Evaluating impact is an often expected and required outcome of social innovation practice, and yet is particularly challenging when applied to outcomes designed to address societal problems.
DESIAP has been focused on understanding the challenges through conversations with practitioners and funders, and have now synthesised our insights into a new report. The report is a summary of the three days (19-21st December 2017), beginning with an intensive 2-day workshop with Design and Social Innovation practitioners that led to insights and themes that were shared with the wider public on the 21st of December 2017.
Our research suggests that alternative models of impact is needed to enable communities to be central in deciding how, why and what is important, so evaluative thinking is built into the work or project from the very beginning.

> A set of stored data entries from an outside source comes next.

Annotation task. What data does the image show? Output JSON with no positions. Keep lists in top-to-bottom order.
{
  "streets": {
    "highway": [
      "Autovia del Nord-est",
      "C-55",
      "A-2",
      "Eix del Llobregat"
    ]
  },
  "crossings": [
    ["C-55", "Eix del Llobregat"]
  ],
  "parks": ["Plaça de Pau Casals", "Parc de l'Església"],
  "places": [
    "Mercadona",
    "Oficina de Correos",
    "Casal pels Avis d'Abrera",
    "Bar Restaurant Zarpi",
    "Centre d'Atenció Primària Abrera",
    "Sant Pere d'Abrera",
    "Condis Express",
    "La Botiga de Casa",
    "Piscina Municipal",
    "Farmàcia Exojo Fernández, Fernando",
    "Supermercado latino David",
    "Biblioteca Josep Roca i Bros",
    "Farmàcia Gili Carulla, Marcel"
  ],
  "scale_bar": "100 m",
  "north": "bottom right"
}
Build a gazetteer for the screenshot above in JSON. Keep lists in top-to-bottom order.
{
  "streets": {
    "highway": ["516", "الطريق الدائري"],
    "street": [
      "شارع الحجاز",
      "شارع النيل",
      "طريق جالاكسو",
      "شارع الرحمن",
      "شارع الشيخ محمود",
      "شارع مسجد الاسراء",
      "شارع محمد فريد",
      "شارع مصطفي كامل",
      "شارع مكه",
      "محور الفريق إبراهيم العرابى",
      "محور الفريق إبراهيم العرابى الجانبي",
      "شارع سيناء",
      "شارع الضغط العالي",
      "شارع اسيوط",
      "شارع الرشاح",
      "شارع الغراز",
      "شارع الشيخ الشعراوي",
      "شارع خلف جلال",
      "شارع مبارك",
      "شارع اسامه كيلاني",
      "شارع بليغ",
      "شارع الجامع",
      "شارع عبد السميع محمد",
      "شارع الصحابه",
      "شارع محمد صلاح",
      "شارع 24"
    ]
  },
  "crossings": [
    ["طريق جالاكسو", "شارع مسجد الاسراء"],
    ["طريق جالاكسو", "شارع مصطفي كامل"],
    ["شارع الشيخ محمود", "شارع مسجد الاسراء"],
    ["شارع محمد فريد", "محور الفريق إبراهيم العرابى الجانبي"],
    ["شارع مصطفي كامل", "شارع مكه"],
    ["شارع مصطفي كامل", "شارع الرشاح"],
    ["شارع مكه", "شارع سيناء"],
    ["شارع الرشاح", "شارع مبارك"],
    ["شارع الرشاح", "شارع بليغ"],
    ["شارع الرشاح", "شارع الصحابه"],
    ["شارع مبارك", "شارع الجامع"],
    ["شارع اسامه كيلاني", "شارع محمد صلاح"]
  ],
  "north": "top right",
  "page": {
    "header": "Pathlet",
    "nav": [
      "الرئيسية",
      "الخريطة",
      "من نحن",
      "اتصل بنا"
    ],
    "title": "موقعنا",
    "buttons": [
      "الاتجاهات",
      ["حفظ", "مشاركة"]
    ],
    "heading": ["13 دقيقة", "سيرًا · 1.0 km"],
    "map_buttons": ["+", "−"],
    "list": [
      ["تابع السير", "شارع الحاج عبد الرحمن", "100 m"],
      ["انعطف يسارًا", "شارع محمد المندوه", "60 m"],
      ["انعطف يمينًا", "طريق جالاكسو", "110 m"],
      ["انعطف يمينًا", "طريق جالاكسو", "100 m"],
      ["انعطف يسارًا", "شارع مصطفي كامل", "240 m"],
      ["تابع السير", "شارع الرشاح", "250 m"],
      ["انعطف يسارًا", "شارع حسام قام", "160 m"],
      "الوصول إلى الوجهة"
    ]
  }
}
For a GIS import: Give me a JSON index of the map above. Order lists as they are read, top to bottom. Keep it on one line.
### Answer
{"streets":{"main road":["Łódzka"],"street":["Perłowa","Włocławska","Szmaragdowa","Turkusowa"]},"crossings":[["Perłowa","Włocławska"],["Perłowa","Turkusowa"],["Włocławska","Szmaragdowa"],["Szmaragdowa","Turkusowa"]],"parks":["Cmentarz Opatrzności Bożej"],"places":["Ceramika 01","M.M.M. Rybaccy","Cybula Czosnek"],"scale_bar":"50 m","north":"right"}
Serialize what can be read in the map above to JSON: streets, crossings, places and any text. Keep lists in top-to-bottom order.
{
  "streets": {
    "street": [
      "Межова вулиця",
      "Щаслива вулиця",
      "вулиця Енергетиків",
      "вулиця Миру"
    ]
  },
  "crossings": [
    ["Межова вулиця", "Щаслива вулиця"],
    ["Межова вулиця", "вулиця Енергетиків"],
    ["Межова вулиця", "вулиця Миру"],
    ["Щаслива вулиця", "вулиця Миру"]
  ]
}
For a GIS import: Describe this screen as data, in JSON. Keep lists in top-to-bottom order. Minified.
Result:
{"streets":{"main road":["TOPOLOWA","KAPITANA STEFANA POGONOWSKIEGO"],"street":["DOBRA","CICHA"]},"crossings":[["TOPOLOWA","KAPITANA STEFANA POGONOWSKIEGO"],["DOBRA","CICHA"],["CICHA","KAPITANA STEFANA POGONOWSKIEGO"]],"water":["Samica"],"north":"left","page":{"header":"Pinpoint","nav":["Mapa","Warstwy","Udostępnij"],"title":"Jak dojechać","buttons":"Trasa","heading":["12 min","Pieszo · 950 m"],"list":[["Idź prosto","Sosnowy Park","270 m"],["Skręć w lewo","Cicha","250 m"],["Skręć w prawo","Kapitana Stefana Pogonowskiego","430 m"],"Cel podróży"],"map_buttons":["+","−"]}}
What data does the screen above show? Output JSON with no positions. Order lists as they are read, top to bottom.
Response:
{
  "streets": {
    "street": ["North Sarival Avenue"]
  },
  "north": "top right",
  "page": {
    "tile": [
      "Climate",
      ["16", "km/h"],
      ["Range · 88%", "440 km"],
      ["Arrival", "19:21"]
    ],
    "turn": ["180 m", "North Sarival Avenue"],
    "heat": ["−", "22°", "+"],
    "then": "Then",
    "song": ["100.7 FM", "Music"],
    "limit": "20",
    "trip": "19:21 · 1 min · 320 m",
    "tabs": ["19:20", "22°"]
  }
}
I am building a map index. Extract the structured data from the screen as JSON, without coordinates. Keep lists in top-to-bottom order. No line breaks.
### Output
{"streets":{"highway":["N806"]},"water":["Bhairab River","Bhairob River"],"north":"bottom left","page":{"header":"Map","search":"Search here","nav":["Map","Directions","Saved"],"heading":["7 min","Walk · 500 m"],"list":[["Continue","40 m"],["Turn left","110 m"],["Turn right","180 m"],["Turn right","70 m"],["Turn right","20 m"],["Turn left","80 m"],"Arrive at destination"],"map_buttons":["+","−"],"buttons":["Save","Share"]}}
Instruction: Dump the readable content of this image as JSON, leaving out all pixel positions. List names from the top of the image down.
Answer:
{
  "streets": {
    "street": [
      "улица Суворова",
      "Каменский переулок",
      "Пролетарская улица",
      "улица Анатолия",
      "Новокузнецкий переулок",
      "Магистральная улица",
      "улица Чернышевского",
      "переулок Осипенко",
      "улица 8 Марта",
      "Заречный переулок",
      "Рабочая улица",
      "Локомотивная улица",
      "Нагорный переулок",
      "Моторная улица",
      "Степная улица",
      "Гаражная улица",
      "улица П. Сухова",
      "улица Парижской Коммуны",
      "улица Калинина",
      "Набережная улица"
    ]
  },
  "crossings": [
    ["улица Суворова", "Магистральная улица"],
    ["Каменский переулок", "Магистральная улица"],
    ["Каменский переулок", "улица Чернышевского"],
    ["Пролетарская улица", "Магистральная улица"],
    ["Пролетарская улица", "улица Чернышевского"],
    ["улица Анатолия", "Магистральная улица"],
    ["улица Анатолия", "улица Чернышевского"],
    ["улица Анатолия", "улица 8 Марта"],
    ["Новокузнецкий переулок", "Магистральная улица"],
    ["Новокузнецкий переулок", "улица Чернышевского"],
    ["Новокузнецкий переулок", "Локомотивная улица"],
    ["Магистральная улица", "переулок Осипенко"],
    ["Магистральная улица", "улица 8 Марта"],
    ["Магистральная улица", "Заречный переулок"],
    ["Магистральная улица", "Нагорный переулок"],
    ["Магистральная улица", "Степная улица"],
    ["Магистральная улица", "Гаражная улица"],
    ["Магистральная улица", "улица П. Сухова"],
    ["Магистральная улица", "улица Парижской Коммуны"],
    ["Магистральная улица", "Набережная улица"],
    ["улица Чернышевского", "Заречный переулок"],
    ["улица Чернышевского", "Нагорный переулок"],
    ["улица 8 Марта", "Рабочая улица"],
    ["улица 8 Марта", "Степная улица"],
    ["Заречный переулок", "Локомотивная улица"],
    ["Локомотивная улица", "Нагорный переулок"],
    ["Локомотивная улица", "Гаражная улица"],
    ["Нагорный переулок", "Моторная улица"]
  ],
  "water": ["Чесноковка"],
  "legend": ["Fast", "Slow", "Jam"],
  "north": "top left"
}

Alternative and culturally grounded evaluative practices are present if we choose to recognise them. For funders and commissioners, acknowledging evaluation as a form of learning requires a change in mindset from one of monitoring to one of support. We identify existing evaluative practices in D&SI projects, which often goes unnoticed because they differ from dominant or common models of evaluation. Highlighting and surfacing these differences is an important step forward in diversifying existing approaches. Key to undertaking effective evaluation in D&SI is to build trust among commissioners, communities and partners. This can open up discussions about how and what kind of impact could be achieved together. Adopting a culturally grounded evaluative practice enables project teams to be true to the needs of the communities they serve.
For funders and commissioners, acknowledging evaluation as a form of learning requires a change in mindset from one of monitoring to one of support. It requires trust in the organisations that they fund and to co-design evaluative practices that acknowledges the transformative potential. It involves expanding evaluation methods and approaches to include a broader spectrum of informal and qualitative evaluation approaches to complement traditional outcome-driven approaches. It is also important to build an eco-system of practitioners who have strong evaluative practices to support people who want to apply a more evaluative practice to their work.